This article first ran in the Aug. 28, 2017 edition of Global Golf Post
No matter the tournament, Tyler Strafaci is sought out by someone wanting to tell him about his grandfather.
Tyler never met Frank Strafaci Sr., but if stories can keep people alive, the two might as well be best friends.There was the time in the 1938 Masters when Strafaci did something no able-bodied player would fathom doing today: He withdrew after the third round to go play the North & South Amateur, which he promptly won. He successfully defended his title the following year, and now has a locker named after him inside the clubhouse at Pinehurst.
And then there was the first-round match of the 1954 U.S. Amateur when he lost, 1 down, to a paint salesman who recently had finished a three-year stint in the U.S. Coast Guard. That man, Arnold Palmer, went on to win the tournament and seven major championships.
And who could forget when Strafaci later became the director of golf at Doral and nicknamed Dick Wilson’s most notorious layout the “Blue Monster,” a name that sticks to this very day?

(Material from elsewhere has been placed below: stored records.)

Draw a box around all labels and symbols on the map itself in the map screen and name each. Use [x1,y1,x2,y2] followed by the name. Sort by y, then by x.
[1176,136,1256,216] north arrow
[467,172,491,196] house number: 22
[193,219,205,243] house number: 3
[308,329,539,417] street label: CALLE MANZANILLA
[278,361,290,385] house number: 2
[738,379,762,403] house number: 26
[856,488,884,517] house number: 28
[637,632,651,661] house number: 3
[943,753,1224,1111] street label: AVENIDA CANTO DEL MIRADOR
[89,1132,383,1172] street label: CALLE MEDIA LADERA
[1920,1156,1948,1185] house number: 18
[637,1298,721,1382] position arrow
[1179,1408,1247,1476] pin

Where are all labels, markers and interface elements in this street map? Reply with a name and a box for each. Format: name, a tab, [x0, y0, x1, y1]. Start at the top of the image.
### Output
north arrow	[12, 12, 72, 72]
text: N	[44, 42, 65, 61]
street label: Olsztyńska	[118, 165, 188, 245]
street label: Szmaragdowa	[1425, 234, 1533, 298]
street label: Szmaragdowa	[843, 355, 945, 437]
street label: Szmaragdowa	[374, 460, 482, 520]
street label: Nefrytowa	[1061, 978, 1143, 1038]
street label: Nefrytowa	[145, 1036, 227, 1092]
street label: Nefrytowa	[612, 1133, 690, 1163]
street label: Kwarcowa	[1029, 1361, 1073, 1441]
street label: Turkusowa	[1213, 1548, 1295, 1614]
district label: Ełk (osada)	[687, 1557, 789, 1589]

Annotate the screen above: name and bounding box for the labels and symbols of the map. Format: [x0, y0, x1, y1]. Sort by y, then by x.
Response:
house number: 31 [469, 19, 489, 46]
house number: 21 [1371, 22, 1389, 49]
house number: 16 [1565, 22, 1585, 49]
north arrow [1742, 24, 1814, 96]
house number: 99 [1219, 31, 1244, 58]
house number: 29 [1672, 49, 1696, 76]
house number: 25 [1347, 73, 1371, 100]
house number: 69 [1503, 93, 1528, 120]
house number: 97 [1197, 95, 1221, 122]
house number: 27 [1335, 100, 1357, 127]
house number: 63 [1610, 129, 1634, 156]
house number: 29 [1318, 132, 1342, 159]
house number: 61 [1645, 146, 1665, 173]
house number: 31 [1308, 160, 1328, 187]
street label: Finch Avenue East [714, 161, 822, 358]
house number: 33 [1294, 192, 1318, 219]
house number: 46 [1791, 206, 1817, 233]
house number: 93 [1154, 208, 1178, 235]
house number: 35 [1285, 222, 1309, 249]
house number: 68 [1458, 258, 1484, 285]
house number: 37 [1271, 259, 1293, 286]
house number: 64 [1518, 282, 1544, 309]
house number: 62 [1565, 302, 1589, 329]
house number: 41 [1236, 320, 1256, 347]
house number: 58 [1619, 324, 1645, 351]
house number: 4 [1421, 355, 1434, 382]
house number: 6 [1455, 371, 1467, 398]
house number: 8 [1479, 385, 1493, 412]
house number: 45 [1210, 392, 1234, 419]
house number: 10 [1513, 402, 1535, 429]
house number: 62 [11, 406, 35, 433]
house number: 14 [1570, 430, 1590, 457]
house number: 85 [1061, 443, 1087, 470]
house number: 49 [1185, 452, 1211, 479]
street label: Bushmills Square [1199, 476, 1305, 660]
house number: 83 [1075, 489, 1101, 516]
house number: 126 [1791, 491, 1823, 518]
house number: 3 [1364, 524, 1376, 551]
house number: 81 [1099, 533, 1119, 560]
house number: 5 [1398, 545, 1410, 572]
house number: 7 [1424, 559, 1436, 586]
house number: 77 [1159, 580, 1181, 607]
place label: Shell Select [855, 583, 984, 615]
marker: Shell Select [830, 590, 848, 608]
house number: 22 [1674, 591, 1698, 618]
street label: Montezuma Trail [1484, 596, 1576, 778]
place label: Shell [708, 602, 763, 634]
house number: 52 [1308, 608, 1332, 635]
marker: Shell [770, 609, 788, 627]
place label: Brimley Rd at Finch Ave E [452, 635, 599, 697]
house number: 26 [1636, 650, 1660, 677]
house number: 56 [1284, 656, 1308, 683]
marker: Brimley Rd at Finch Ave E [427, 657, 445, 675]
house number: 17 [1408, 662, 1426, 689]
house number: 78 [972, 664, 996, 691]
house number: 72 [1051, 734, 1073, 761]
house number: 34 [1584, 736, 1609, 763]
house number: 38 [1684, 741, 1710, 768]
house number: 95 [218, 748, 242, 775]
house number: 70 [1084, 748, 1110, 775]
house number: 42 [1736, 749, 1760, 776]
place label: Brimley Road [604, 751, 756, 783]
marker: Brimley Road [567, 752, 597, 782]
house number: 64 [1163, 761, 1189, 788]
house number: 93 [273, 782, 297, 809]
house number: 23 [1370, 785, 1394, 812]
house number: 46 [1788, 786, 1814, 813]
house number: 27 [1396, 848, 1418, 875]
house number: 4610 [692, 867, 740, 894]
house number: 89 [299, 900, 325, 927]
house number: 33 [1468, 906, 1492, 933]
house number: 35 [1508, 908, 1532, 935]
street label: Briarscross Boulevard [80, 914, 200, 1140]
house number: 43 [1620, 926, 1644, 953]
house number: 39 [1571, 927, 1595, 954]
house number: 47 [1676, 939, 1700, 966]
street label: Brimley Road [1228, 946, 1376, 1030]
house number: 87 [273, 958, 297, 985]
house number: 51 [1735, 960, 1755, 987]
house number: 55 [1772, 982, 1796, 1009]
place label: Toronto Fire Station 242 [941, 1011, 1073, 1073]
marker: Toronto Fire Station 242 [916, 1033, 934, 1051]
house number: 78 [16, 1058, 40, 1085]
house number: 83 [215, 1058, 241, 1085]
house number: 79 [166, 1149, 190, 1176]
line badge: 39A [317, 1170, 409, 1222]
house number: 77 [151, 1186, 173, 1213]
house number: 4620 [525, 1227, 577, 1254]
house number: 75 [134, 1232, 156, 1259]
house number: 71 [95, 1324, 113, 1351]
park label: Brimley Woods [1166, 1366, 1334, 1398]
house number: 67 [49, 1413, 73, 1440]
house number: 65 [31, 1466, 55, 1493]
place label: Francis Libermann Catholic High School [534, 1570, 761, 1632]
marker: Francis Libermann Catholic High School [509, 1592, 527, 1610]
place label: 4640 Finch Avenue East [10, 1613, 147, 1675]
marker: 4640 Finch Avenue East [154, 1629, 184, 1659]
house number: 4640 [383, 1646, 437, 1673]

“Every single picture I see of him, he’s standing with Jack Nicklaus or Arnold Palmer or Jackie Gleason or Joe DiMaggio or Mickey Mantle,” Tyler Strafaci said. “He used to pick up Nicklaus from the airport for the Doral Open and Jack would have dinner with the family. My grandfather was almost like a celebrity.”
The legend of the Strafaci name doesn’t begin and end with Frank, a lifelong amateur who dominated Brooklyn-area competition and eventually settled in Florida.
Their family tree is built with golf tees.
Frank Strafaci Jr. played collegiately at the University of Florida and qualified for three U.S. Amateurs. He married another golfer, Jill, who also played for the Gators and participated in two U.S. Girls’ Juniors.
Living in the town of Davie, just to the west of Fort Lauderdale, they had a son, Tyler, who at age 19 is a sophomore at Georgia Tech and may end up being better than them all.
Earlier this month, with his brother on the bag, Tyler reached the round of 32 at the U.S. Amateur by defeating U.S. Junior Amateur runner-up Matt Wolff. In an epic match that followed, Strafaci was 5 down to eventual semifinalist Mark Lawrence Jr. through six holes, but battled to be 1 up with two holes remaining before losing Nos. 17 and 18 to end a memorable run at Riviera Country Club near Los Angeles.
Even so, the experience far outweighed the sting of losing a stomach-twisting duel. His grandfather’s spirit couldn’t help but smile.
“After knowing we had made match play, I remember my father came up to me and just his reaction toward me after that made me realize how special it was,” Strafaci said.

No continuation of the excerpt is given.